The final failure is along the same lines as the previous, and displays the disciples continuing inability to give up the “special status” that they think they have as followers of Jesus. The exact nature is the discovery of someone who, ironically, is having success casting out demons – the very thing that the disciples were unable to do in the start of today’s passage. The disciples take action and tell him to stop, “because he isn’t in our group”.
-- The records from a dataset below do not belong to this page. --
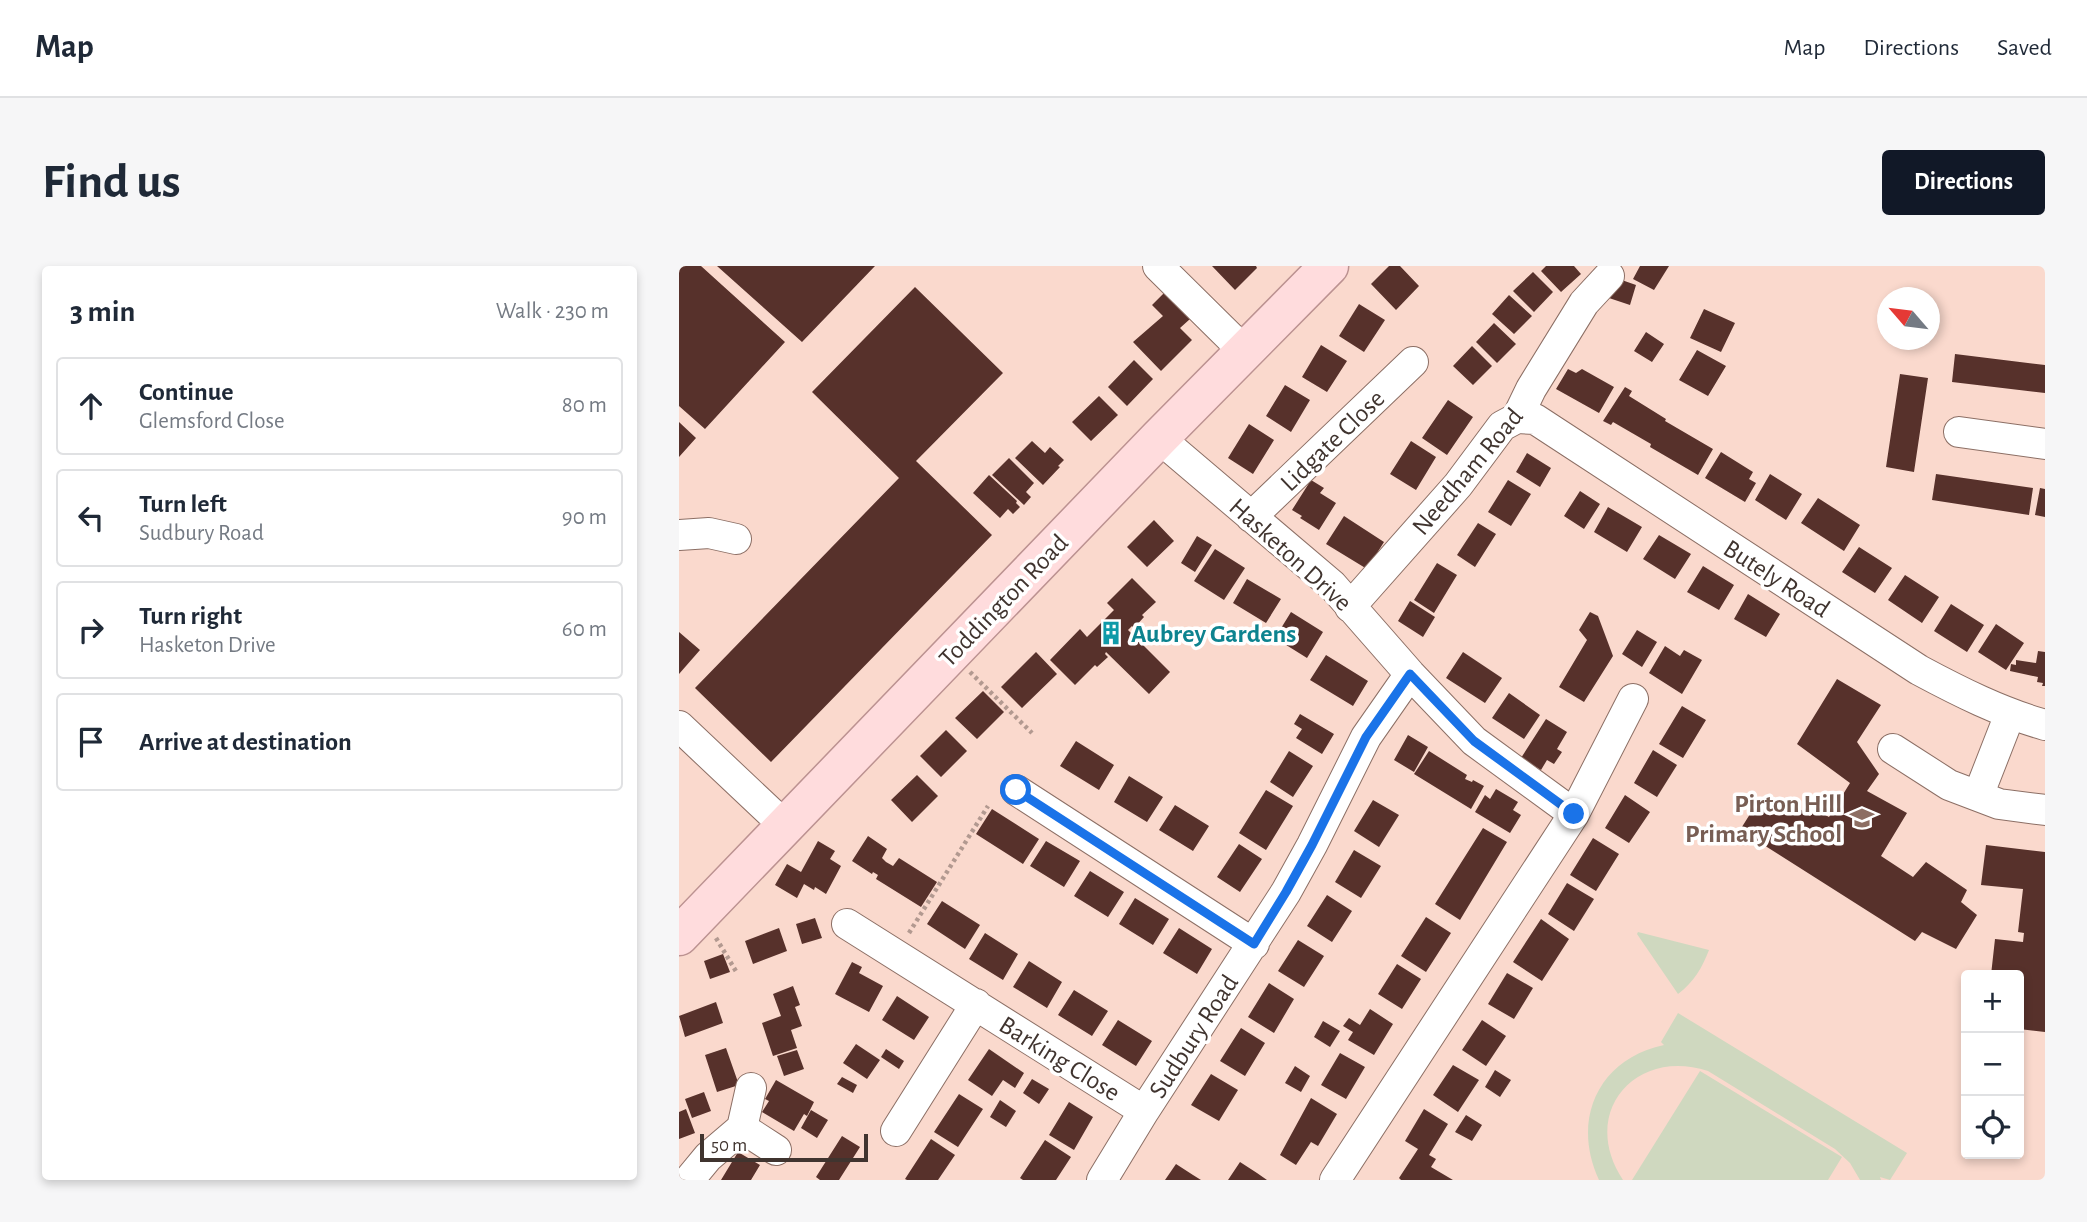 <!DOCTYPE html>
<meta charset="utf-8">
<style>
:root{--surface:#fff;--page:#f6f6f7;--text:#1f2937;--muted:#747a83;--line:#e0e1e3;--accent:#111827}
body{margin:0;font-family:"Alegreya Sans",sans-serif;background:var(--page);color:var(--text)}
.controls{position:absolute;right:21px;bottom:21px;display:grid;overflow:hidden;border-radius:7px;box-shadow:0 4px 10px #0003}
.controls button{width:63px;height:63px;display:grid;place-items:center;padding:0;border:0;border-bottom:2px solid var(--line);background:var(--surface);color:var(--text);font:35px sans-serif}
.compass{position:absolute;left:1198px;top:21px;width:63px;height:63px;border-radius:50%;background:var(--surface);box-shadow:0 4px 10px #0003;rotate:298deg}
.scale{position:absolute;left:21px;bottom:18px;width:168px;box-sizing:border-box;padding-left:7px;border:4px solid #40342f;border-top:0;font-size:19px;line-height:24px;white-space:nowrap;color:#40342f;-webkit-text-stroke:5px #fff;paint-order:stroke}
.stop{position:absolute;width:21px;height:21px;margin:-16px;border:5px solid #1a73e8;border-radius:50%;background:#fff}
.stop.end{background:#1a73e8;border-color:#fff;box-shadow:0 2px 7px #0008}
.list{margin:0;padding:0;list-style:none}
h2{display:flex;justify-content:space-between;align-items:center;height:91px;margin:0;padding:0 28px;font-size:30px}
h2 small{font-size:23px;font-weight:400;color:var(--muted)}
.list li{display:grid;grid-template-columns:46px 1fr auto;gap:21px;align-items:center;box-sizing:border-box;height:98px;margin:0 14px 14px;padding:0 14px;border:2px solid var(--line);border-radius:7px}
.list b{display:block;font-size:26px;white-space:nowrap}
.list p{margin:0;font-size:23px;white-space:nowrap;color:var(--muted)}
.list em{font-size:23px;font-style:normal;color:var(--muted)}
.icon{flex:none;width:38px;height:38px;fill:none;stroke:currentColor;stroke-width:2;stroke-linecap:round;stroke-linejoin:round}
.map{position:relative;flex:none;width:1366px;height:914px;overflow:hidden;border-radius:7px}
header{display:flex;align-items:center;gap:42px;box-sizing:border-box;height:98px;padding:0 35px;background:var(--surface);border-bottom:2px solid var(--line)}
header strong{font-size:33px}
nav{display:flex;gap:38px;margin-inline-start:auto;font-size:24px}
.intro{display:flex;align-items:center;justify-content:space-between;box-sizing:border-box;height:168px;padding:0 42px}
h1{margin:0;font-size:49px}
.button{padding:18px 32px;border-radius:7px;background:var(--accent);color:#fff;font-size:24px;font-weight:700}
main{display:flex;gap:42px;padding:0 42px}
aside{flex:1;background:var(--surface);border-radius:7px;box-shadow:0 4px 10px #0003}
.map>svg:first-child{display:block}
.green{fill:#cfd8bf}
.building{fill:#57312b}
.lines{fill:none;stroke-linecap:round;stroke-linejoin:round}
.minor-casing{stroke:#8c6f65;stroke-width:32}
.major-casing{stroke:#bc9291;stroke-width:41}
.path{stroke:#b29990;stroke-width:4.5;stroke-dasharray:3.5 3.5;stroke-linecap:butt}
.minor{stroke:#fff;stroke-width:30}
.major{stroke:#ffdcdd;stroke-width:38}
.route{stroke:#1a73e8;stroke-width:9}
.labels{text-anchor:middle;stroke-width:7;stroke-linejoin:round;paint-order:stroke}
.street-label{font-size:26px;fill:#40342f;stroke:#fff}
.culture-label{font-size:26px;font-weight:bold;fill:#0d838f;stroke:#fff;text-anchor:start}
.education-label{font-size:26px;font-weight:bold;fill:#785e54;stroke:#fff;text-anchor:end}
</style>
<header>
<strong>Map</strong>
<nav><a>Map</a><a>Directions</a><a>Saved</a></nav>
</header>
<div class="intro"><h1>Find us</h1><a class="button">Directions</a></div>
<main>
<aside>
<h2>3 min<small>Walk · 230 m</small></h2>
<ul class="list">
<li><svg class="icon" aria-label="ahead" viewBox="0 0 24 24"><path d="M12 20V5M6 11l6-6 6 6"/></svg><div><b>Continue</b><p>Glemsford Close</p></div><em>80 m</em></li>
<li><svg class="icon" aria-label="left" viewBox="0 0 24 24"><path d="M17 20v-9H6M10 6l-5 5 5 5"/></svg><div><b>Turn left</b><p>Sudbury Road</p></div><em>90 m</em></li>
<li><svg class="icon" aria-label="right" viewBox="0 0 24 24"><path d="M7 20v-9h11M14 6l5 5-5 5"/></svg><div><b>Turn right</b><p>Hasketon Drive</p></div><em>60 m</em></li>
<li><svg class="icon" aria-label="arrive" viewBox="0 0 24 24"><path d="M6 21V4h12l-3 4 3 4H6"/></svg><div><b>Arrive at destination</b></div></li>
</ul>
</aside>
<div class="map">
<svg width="1366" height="914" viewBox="0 0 1366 914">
<rect width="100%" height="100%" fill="#fad9cd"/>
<path class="green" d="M959 666 1030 684C1023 702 1015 716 999 728L958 668Z
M999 747 1228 887 1211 914 1201 911 1202 914H1181L1171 897 1156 883 1029 805C955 781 900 848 944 914H920C892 854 919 793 985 779L982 776Z
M1021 805 1163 891 1149 914H953Z"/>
<path class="building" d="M0 0H22L106 76 26 163 0 140Z
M38 0H196L123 76Z
M533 0H577L578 2 556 24Z
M710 0H721L740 20 717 44 692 18Z
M867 0H895L902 8 882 26 862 5Z
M961 0H990L975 24 954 13Z
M854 6 874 26 855 46 834 25Z
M937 12 957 19 951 39 930 32Z
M236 21 324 107 237 195 313 269 92 496 16 422 220 212 133 126Z
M485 27 511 53 501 62 513 74 482 105 454 76 484 50 473 39Z
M830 29 853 50 835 68 813 48Z
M680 38 706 54 685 86 660 70Z
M1025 43 1056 57 1042 86 1011 72Z
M815 57 837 78 818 97 797 76Z
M967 66 985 78 973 96 955 85Z
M642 79 668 95 648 126 623 111Z
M793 80 813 100 794 119 774 100Z
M1018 84 1047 100 1029 130 1000 114Z
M1276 88 1366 99V127L1273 116Z
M455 94 474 113 448 140 429 121Z
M889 103 897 107 903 103 935 121 920 147 877 123Z
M1221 108 1249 112 1235 206 1207 201Z
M606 119 631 134 612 166 587 150Z
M946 121 953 125 950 130 987 153 986 155 1034 183 1019 209 971 181 972 178 934 156 932 159 924 155Z
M420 130 439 149 412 175 393 156Z
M769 134 794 151 768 189 743 172Z
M0 156 17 172 0 191Z
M570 158 595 174 574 208 549 192Z
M353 175 366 187 371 181 385 194 379 200 381 201 364 219 336 192Z
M732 175 757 191 737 224 711 208Z
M1042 186 1074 206 1070 213 1077 217 1066 236 1026 212Z
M848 187 872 202 861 221 837 206Z
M330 192 355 217 347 226 352 231 345 239 313 209Z
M1091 208 1123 228 1107 254 1076 234Z
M1257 208 1354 222 1350 249 1253 234Z
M310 209 338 235 337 237 341 241 334 248 329 243 321 252 294 227Z
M632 214 645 222 641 227 657 237 640 264 621 252 623 250 613 244Z
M829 214 852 228 832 260 809 246Z
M1361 222 1366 223V251L1356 249Z
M901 225 921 238 905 263 885 250Z
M1139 232 1181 259 1165 285 1122 257Z
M929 241 963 261 948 286 915 266Z
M665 250 705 276 688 303 647 278Z
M475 254 495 275 468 301 448 281Z
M799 257 817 268 796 301 778 289Z
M980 269 1012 288 996 313 964 293Z
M518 270 533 279 516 306 502 297Z
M1180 281 1213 302 1196 327 1163 306Z
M536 283 566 302 545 334 515 315Z
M758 297 778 309 755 347 735 334Z
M1024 300 1055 319 1040 344 1008 326Z
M1226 309 1260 331 1243 357 1209 334Z
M453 312 477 336 463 349 465 351 455 362 453 360 449 364 491 406 470 428 427 386 426 388 429 391 418 401 416 399 396 419 371 394 401 363 408 371 435 344 428 337Z
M568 313 602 333 587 357 554 337Z
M1069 328 1101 348 1087 371 1055 353Z
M731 335 756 351 744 371 719 355Z
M1272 338 1305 359 1288 386 1255 365Z
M612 346 644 366 628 392 596 372Z
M911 346 919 350 934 390 905 436 880 421 908 374 900 364Z
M1317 358 1345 377 1327 404 1299 386Z
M958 364 978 376 963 401 943 388Z
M0 366 21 384 0 408Z
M986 380 1001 390 1005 384 1023 394 1003 428 970 407Z
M1359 385 1366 386V420H1363L1364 417 1358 416 1359 411 1331 405 1332 398 1337 399V394L1357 397Z
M357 386 378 408 343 442 322 421Z
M784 386 823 412 806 437 767 412Z
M647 389 689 415 674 440 631 414Z
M1158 413 1202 439 1178 476 1200 508 1188 525 1228 547 1202 590 1234 611 1247 596 1288 624 1282 636 1298 649 1277 683 1243 666 1236 675 1061 564 1078 537 1096 548 1105 532 1131 550 1137 544 1150 551 1171 517 1118 478Z
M304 425 325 446 298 473 276 452Z
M830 427 861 449 845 473 813 452Z
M1003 440 1027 454 1004 492 980 478Z
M621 448 655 468 643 488 617 472 623 463 615 458Z
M867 453 888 466 878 483 883 486 875 498 868 494 862 504 842 492Z
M267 464 288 485 262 511 241 490Z
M729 469 749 481 735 506 715 494Z
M397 475 435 499 420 524 381 500Z
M974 484 998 499 978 531 955 517Z
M610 485 634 500 614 531 591 516Z
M750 485 788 509 786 513 793 516 794 514 805 520 792 543 735 508Z
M238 509 259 530 233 556 212 534Z
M450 510 484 531 468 556 435 536Z
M817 523 839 536 834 544 842 549 831 567 796 546 806 529 811 533Z
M587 524 614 540 587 584 560 567Z
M946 529 971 546 950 577 926 562Z
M694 534 720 549 700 581 675 565Z
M496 539 530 560 514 585 480 564Z
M313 543 360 573 344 598 297 568Z
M804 562 828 576 781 654 756 638Z
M189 570 208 583 203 592 207 596 214 600 220 592 258 616 242 641 197 613 199 609 194 606 193 608 173 595Z
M914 572 940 588 917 625 891 609Z
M139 575 156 585 151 593 162 600 147 628 136 621 135 624 125 618 118 632 96 619 108 598 122 606Z
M367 575 401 595 385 621 351 600Z
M560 578 583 593 561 626 538 611Z
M1307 579 1366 586V766L1340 763V709H1312L1316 673 1344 676 1345 667 1339 666 1344 623 1302 619Z
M675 584 702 600 682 632 656 616Z
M411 605 445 626 429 651 395 630Z
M888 617 915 633 895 665 869 648Z
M648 629 673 645 653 676 628 660Z
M456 632 490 653 474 679 440 658Z
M263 635 301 659 286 683 248 658Z
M747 651 772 667 747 706 722 690Z
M136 652 143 672 123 678 117 658Z
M862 653 890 673 863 715 834 696Z
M100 662 108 685 74 698 66 675Z
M500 662 533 683 518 708 484 687Z
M306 667 339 688 324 714 290 693Z
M619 674 645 690 625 721 599 705Z
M44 688 51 706 31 713 25 695Z
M350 695 383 716 368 742 334 721Z
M173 696 183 701 180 707 204 720 190 746 156 728Z
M718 698 742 713 723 743 699 728Z
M828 707 854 722 835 753 809 738Z
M590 717 615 733 595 767 569 751Z
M114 720 121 739 116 741 123 760 112 764 118 782 94 790 83 757 102 750 94 728Z
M395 724 429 745 413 770 379 749Z
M218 730 250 751 235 774 203 754Z
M37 736 44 757 6 771 0 750Z
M691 743 714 758 695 789 669 774 674 766 664 760 670 752 681 759Z
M439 754 473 775 457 800 423 779Z
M803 754 827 770 807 800 783 784Z
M644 755 661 765 651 781 635 771Z
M562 762 586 777 566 810 541 795Z
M177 778 201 794 188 813 164 797Z
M47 782 60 819 38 826 26 789Z
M207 783 225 795 220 803 202 791Z
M310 783 345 807 336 822 324 814 313 830 289 814Z
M118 784 125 803 105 810 98 790Z
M661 787 686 801 667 833 642 819Z
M774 799 800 814 779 846 754 829Z
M616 800 631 810 622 826 606 817Z
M816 804 832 814 821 831 806 821Z
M532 808 559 824 540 855 512 839Z
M163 811 178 819 174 827 158 818Z
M353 813 370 823 360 838 344 827Z
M97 814 135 836 128 850 125 848 115 865 83 846 90 835 86 833Z
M25 826 32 845 13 852 6 833Z
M280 828 304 843 279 881 255 866Z
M632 832 658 848 639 880 632 876 617 899 601 889Z
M321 834 337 845 327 861 311 851Z
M390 836 414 851 395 884 370 869Z
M7 843 16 867 0 873V846Z
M745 843 769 858 750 889 757 893 752 901 774 914H722L720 912 739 883 726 875Z
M132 844 149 854 138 872 122 862Z
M787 849 803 859 793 875 776 866Z
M163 870 181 881 160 914H141L137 911Z
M252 873 276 889 259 914H228L226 913Z
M366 874 392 891 377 914H344L341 912Z
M59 886 81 899 72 914H42Z
M561 896 578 907 588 914H549Z
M497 898 514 909 522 914H486Z"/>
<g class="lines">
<g class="minor-casing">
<path id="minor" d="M479 0 566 86
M838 152 856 153 1240 404C1281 426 1321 446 1366 459
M1280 166 1366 178
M480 172 653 319 731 408 795 475 895 548 954 433
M572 251 734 96
M0 269 30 267 57 273
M671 341 779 219 823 160 838 152 852 123 905 37 930 10
M0 460 106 560
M1214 483 1270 519 1320 538 1366 544
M337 524 575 678
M1299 530 1331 448
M168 658 465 845
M63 862 72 822
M217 865 297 738
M10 914 29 891 63 862 97 884
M423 914 465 845 607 626 633 579 687 471 731 408
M656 914 895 548"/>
</g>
<g class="major-casing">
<path id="major" d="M0 670 480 172 650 0"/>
</g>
<path class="path" d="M291 406 353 467
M230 667 309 540
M37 672 58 707"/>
<use href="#minor" class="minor"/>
<use href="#major" class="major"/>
</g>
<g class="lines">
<path class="route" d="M337 524 575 678 607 626 633 579 687 471 731 408 795 475 895 548"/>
</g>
<defs>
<g id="building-bare" transform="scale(1.89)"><path d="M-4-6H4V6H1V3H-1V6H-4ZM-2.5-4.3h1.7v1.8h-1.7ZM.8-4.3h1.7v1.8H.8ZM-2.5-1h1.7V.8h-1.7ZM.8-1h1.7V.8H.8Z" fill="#0f9aa8" stroke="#fff" stroke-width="2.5" paint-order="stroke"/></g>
<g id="school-bare" transform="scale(1.89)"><path d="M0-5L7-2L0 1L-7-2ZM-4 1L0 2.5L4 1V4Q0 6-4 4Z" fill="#8d6e63" stroke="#fff" stroke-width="2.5" paint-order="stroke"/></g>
</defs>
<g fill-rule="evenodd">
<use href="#building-bare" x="432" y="367"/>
<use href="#school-bare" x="1183" y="552"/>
</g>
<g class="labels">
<g class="street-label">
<text transform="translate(653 174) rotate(-44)" y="9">Lidgate Close</text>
<text transform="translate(788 205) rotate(-50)" y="9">Needham Road</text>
<text transform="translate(612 288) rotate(42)" y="9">Hasketon Drive</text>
<text transform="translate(1098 312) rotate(33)" y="9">Butely Road</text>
<text transform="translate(324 334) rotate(-46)" y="9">Toddington Road</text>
<text transform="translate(514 770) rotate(-57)" y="9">Sudbury Road</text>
<text transform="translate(381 792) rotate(32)" y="9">Barking Close</text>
</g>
<g class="culture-label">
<text x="452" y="376">Aubrey Gardens</text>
</g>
<g class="education-label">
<text x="1163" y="546">Pirton Hill<tspan x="1163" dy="30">Primary School</tspan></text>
</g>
</g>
</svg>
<div class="controls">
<button>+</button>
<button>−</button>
<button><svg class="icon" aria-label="locate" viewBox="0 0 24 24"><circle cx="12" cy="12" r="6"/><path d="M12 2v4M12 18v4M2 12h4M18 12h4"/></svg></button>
</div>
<svg class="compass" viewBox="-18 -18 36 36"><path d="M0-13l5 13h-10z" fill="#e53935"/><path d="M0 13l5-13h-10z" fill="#747a83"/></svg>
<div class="scale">50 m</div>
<div class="stop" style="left:337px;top:524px"></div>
<div class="stop end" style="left:895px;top:548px"></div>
</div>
</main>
This is deep and insidious. It is really quite ugly. Good things are happening in the name of Jesus – demons being cast out, according to Luke, and the disciples put a stop to it “because he isn’t in”. He’s an outsider, not one of the gang, we don’t know him, he isn’t one of us. So the work of God gets shut down. Jesus, who has been breaking boundaries all over the place so that people could be free, now confronts His closest disciples who are, instead of following Jesus’ example and breaking down boundaries, are actually putting up new boundaries. Finding new ways to keep people out, and restrict the Kingdom of God.

Conclusion:

This passage is hard on the disciples, no getting around it. They fail, repeatedly. But when I step back and look at me, and at today’s church, I refuse to condemn the disciples because I see these very same failures in me and in today’s church. We’ve been given power and authority to set people free, and often we don’t or can’t. We have preconceived ideas about the world and the Kingdom of God, and often ignore things (including passages of Scripture) that upset that and we refuse to explore and ask “because we are afraid”, not of Jesus but afraid of our preconceived ideas being challenged and then forcing us to change. We continue to operate out of a “whose the greatest” mindset, constantly comparing ourselves to others to see “how we are doing” and “how we are measuring up” in all areas of our lives, including our spiritual lives, instead of celebrating and enjoying that we are all equal brothers and sisters in God’s Kingdom. And we continue to create boundaries, rejecting people who are “outside of our group” instead of celebrating what God is doing.

That is kind of a harsh thing to say, but I think it is true, and so I want to wrap up with this: the alternative to these failures is really quite incredible, quite liberating, quite powerful, and quite life-giving. The alternative is to really, truly, deeply, be like Jesus. And if we allow the Holy Spirit to genuinely control our lives, we will be like Jesus. We will use the authority we’ve been given, and people will be set free! We will not live in false realities, or ever be afraid to ask “Jesus, what is this about??”, and find answers and perspectives so beautiful and full of life and color and texture that the old, bland existence will repulse us. We will be free from comparison and striving for position, and instead relax in the security of being a fully loved child of God our King, who made us and loves us and lives in us. And we’ll be secure enough to be inclusive rather than exclusive, to celebrate everywhere that we see life and love and freedom, even if it is coming from someone “outside our group.”

It all begins with us coming to Jesus, being filled with the Holy Spirit, and allowing God to make us like Jesus. And when we see His Kingdom come, His will be done, we’ll rejoice.